According to a report by YES Bank, the 10-year benchmark government bond yield is expected to trade between 6.10 per cent and 6.25 per cent in the near term, and approach the 6.50 per cent level by March 2022.
The report listed four factors which could weigh on bond prices:
i) An increase in discomfort around sticky core price inflation, which is likely to exaggerate further over H2 FY22
ii) An increase in global oil prices
iii) The possibility of a 25-basis-point rate hike in the fourth quarter of FY21, in case of a durable pick-up in growth momentum
iv) And, most importantly, a global risk aversion backdrop amid rising US treasury yields.
Growth forecast
The current pandemic scenario is completely different from what it was during the previous policy meeting in February, when fresh infections were coming down. Now, the daily cases are going up sharply with a high positivity rate. In such a scenario, it is to be seen if the central bank revises its growth projection for the current financial year.
“High frequency indictors have not yet shown any significant slowdown in Covid cases, except some plateauing out of mobility report. Clarity on impact on growth of rising infections might emerge over the next three to four weeks,” said Sahay of Standard Chartered Bank.

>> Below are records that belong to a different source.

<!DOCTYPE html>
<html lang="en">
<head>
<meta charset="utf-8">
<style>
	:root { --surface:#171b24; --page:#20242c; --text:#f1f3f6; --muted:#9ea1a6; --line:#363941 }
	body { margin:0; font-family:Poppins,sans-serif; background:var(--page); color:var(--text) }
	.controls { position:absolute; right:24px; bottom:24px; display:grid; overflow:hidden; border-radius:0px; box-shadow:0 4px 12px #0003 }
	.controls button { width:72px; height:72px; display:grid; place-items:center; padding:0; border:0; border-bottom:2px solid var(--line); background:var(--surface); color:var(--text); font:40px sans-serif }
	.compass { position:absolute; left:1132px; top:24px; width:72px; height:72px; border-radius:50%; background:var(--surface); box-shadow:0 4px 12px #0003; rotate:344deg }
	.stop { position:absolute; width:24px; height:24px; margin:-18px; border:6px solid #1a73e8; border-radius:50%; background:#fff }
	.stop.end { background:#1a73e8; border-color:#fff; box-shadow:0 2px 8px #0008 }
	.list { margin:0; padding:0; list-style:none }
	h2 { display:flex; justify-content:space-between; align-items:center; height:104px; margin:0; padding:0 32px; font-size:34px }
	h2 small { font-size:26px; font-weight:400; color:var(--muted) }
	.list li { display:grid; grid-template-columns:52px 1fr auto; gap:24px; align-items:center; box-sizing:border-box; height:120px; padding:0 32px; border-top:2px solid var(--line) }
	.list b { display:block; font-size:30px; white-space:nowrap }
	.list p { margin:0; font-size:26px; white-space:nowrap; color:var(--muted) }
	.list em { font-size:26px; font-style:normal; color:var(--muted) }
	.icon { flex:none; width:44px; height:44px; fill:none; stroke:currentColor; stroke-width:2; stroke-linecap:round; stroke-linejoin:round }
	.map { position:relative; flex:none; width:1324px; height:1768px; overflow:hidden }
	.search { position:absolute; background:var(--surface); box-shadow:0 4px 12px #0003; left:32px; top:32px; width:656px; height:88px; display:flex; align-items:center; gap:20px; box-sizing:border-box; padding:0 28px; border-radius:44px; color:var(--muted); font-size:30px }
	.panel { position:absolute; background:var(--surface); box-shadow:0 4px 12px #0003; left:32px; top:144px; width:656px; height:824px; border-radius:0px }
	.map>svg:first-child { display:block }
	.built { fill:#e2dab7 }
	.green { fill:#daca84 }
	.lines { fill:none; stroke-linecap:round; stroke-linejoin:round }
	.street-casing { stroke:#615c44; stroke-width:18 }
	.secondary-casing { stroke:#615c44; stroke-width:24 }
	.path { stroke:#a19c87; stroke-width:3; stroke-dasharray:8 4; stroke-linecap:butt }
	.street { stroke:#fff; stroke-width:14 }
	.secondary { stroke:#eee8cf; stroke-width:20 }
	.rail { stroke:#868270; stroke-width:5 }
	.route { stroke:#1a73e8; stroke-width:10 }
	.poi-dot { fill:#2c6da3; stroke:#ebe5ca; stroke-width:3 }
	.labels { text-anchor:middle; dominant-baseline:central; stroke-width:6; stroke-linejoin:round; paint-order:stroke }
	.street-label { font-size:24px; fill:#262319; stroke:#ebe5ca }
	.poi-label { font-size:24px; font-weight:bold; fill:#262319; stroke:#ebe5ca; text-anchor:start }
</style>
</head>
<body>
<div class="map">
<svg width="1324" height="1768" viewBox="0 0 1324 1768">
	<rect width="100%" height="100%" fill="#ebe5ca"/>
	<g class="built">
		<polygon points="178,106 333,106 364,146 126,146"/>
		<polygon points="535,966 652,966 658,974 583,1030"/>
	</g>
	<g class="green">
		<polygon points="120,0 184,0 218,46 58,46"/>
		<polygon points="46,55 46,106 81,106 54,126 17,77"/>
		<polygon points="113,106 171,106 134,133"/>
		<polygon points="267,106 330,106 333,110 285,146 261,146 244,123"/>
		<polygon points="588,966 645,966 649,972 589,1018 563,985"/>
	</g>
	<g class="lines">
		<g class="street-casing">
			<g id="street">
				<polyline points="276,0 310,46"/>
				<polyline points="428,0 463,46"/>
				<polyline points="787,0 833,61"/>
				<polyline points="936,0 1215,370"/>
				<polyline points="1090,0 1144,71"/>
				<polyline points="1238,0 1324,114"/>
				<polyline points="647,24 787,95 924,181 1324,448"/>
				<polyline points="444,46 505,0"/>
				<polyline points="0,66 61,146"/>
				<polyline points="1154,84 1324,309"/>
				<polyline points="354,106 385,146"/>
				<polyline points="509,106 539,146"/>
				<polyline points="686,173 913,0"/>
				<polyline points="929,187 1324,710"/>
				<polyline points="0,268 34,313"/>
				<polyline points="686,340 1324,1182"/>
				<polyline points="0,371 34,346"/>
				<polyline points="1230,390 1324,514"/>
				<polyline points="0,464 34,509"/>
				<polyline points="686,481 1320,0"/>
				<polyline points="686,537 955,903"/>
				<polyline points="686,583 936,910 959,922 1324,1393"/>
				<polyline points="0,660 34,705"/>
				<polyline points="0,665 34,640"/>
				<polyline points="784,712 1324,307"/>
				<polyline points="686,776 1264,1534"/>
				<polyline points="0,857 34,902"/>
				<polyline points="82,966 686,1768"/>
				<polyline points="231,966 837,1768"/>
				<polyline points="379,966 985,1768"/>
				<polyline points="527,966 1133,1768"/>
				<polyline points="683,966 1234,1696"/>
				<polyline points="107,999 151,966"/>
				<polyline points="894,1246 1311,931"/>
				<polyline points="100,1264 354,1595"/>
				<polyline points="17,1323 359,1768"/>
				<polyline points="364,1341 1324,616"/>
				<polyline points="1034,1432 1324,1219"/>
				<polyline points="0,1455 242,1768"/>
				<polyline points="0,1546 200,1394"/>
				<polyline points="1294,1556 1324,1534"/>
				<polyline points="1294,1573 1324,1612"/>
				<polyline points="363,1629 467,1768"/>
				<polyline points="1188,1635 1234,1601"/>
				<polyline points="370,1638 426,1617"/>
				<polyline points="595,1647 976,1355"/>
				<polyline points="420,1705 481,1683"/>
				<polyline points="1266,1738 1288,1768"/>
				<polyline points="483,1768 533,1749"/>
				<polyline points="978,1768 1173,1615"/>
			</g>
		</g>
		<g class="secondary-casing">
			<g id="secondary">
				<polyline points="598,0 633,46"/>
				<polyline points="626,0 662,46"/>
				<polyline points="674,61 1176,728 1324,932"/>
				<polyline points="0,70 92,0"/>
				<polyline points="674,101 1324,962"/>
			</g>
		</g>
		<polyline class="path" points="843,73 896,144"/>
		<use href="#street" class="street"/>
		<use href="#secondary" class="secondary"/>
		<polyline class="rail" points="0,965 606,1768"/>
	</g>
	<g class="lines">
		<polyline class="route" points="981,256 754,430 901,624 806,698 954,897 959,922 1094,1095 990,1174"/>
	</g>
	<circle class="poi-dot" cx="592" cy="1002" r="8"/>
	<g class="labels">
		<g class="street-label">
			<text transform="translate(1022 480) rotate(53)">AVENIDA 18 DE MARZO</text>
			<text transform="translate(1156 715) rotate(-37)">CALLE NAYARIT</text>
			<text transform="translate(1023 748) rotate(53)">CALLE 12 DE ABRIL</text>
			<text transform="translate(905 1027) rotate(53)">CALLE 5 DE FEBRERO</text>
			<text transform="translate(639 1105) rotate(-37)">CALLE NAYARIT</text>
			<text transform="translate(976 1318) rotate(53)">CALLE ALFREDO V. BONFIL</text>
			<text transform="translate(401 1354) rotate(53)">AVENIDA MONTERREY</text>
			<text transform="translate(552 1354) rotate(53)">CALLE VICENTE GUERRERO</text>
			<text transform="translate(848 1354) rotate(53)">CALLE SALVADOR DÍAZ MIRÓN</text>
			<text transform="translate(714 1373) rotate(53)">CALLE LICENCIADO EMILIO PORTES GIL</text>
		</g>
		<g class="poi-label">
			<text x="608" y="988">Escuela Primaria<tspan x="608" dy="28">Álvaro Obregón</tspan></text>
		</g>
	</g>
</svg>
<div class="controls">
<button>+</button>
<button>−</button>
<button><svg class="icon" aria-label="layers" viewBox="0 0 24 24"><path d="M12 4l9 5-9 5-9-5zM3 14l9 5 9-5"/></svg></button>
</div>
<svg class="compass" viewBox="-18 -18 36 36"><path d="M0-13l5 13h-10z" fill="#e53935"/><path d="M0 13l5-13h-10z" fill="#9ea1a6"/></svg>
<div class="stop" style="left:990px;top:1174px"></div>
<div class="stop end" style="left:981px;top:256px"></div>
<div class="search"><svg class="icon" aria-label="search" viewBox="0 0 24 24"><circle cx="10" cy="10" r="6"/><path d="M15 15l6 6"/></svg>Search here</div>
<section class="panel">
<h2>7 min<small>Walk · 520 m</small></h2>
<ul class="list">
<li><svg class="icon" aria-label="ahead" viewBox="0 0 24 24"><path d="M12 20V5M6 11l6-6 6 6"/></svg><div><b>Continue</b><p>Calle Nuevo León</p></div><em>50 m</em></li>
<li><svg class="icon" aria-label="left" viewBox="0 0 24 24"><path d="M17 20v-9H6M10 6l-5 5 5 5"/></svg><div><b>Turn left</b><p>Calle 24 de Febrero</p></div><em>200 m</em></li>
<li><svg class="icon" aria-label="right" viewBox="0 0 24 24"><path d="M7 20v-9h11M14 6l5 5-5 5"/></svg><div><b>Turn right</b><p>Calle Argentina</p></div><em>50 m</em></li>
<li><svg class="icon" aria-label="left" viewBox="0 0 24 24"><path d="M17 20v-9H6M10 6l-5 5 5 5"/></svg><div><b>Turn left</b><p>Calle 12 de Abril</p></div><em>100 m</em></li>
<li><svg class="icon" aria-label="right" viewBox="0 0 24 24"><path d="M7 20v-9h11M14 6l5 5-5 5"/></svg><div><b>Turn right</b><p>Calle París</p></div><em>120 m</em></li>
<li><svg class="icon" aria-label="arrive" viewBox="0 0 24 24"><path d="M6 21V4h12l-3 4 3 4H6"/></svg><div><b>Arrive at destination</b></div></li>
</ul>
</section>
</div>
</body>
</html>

In the February policy review, real gross domestic product (GDP) growth in 2021-22 was projected at 10.5 per cent – in the range of 26.2 to 8.3 per cent in the first half of the year and 6.0 per cent in the third quarter. The RBI had said rural demand was likely to remain resilient on good agriculture prospects, while urban demand and demand for contact-intensive services was expected to strengthen with a substantial fall in Covid-19 cases and expanding vaccination. The Covid-19 scenario has changed drastically since then, with rapid vaccination being the only hope for somewhat bringing the situation back in control.